Malam ini, seorang teman dekatku kehilangan Bapaknya. Kehilangan dalam arti, Bapaknya pulang kepada Tuhan. Namun, selama perjanalan menuju rumah sakit tidak setitik air mata pun keluar dari kedua matanya. Sesampainya di rumah sakit, ia bertemu Ibunya. Sebagai anak lelaki satu-satunya dalam keluarga, ia coba menguatkan dirinya untuk tidak menangis di hadapan Ibu yang sedang tersedu-sedu.
"Bu.. yang kuat yah. Bapak sudah gak sakit lagi," ucapnya dengan lembut sambil memeluk sembari mengusap tengkuk Ibunya.

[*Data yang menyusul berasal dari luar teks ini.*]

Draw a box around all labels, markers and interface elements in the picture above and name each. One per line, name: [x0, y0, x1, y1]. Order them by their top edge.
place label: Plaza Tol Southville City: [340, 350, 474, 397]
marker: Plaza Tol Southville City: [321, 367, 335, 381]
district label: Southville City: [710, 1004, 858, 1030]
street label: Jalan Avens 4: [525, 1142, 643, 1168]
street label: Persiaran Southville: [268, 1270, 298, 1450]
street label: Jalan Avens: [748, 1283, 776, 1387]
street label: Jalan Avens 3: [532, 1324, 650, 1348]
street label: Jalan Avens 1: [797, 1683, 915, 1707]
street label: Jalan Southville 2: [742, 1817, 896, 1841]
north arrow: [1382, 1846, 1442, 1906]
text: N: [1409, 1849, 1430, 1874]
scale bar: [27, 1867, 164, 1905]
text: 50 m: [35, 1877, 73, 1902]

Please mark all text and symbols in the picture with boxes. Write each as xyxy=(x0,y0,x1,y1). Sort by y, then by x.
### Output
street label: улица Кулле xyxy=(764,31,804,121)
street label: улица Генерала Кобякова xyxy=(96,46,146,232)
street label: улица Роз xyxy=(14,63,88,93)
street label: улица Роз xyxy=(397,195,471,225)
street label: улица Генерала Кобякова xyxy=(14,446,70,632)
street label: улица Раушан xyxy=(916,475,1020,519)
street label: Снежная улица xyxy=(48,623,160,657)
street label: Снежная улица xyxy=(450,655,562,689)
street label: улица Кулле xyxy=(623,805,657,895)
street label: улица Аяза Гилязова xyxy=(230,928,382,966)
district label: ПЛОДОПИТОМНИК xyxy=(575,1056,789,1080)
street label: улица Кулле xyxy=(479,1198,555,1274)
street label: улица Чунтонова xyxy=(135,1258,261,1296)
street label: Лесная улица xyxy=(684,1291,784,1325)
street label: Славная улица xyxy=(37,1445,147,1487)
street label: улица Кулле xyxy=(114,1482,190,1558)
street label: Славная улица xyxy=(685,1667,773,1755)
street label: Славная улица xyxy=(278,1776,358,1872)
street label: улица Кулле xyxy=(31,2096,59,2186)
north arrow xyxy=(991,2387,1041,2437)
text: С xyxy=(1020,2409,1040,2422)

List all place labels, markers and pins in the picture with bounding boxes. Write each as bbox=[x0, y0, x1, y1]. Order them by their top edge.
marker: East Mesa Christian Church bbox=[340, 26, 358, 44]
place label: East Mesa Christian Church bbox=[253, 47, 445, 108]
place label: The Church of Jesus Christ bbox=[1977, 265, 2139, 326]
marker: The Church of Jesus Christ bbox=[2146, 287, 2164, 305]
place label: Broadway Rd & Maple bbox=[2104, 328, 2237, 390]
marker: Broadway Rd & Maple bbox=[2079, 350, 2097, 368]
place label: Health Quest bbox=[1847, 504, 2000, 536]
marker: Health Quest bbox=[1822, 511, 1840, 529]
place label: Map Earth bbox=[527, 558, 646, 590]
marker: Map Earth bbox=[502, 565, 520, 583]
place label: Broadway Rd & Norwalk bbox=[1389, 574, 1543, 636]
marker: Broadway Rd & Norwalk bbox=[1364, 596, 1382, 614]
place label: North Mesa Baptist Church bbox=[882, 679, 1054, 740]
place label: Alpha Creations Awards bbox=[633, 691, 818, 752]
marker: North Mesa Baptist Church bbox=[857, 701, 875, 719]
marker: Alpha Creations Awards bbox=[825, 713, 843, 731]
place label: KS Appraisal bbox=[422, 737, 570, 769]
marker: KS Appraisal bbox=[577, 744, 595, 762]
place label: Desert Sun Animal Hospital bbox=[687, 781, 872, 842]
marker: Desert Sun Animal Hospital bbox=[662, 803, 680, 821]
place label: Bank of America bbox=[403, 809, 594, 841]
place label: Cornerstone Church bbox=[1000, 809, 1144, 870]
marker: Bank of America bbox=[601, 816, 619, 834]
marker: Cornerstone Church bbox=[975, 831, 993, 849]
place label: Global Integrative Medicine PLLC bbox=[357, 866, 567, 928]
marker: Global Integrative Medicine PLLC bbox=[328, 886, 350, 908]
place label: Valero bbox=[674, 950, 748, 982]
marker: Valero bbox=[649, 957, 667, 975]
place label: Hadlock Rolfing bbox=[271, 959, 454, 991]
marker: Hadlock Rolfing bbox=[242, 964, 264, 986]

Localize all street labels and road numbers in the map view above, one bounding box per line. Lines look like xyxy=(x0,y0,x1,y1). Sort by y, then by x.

Ibu dengan suara serak dan sesekali mensisihkan ingusnya berkata, "Dek, kamu yang urus surat-surat administrasi Bapak ya. Bapak sudah dibawa ambulance pulang."
"Iya, Bu," Ia langsung salim dan mencium tangan Ibunya yang hendak pulang duluan.
Dengan langkah gontai, Ibu pulang sambil dituntun saudaranya.
Selama beberapa jam mengurus seluruh administrasi di Rumah Sakit, kedua kakaknya mulai telfon. Mereka ingin agar ia cepat pulang untuk bertemu Bapak.
"Iya.. sebentar lagi ke sana," intonasi suaranya sudah mulai lemah. Mungkin karena ia lelah.
Sesampainya di rumah, ia disambut oleh sanak saudara, teman-teman, dan tetangga yang menepuk pundak lalu memeluknya mengucap turut berbelasungkawa. Namun, tetap saja ia berusaha tegak dan tegar, lalu berkata, "Iya, kalo gak kuat bukan saya namanya." sambil mengulas senyum.
Seteah sambutan bela sungkawa, sempat-sempatnya ia berkelakar,"Bapak gue masuk partai Golkar, jadi di rumah banyak bendera kuning gini," Aku hanya tersenyum dan mencoba tertawa untuknya.
Ia langsung menghampiri jasad Bapaknya, duduk di sampingnya, lalu membuka tutupan wajah mayit. Ia mendekatkan wajahnya ke telinga bapaknya. Aku mendengar sayup-sayup bisikannya. Ia berbisik, "Saya sudah ikhlas bapak pulang ke Tuhan. Saya akan jaga keluarga untuk bapak."
Malam itu, aku tidak melihat ia meninggalkan jasad Bapaknya sedikitpun. Lantunan doa selalu ia panjatkan sampai pada akhirnya menjelang Subuh. Ibunya sudah mengingatkan agar ia istirahat dulu. Namun, ia bersikeras tetap di sana melagukan doa di hadapan Bapak untuk yang terakhir kali.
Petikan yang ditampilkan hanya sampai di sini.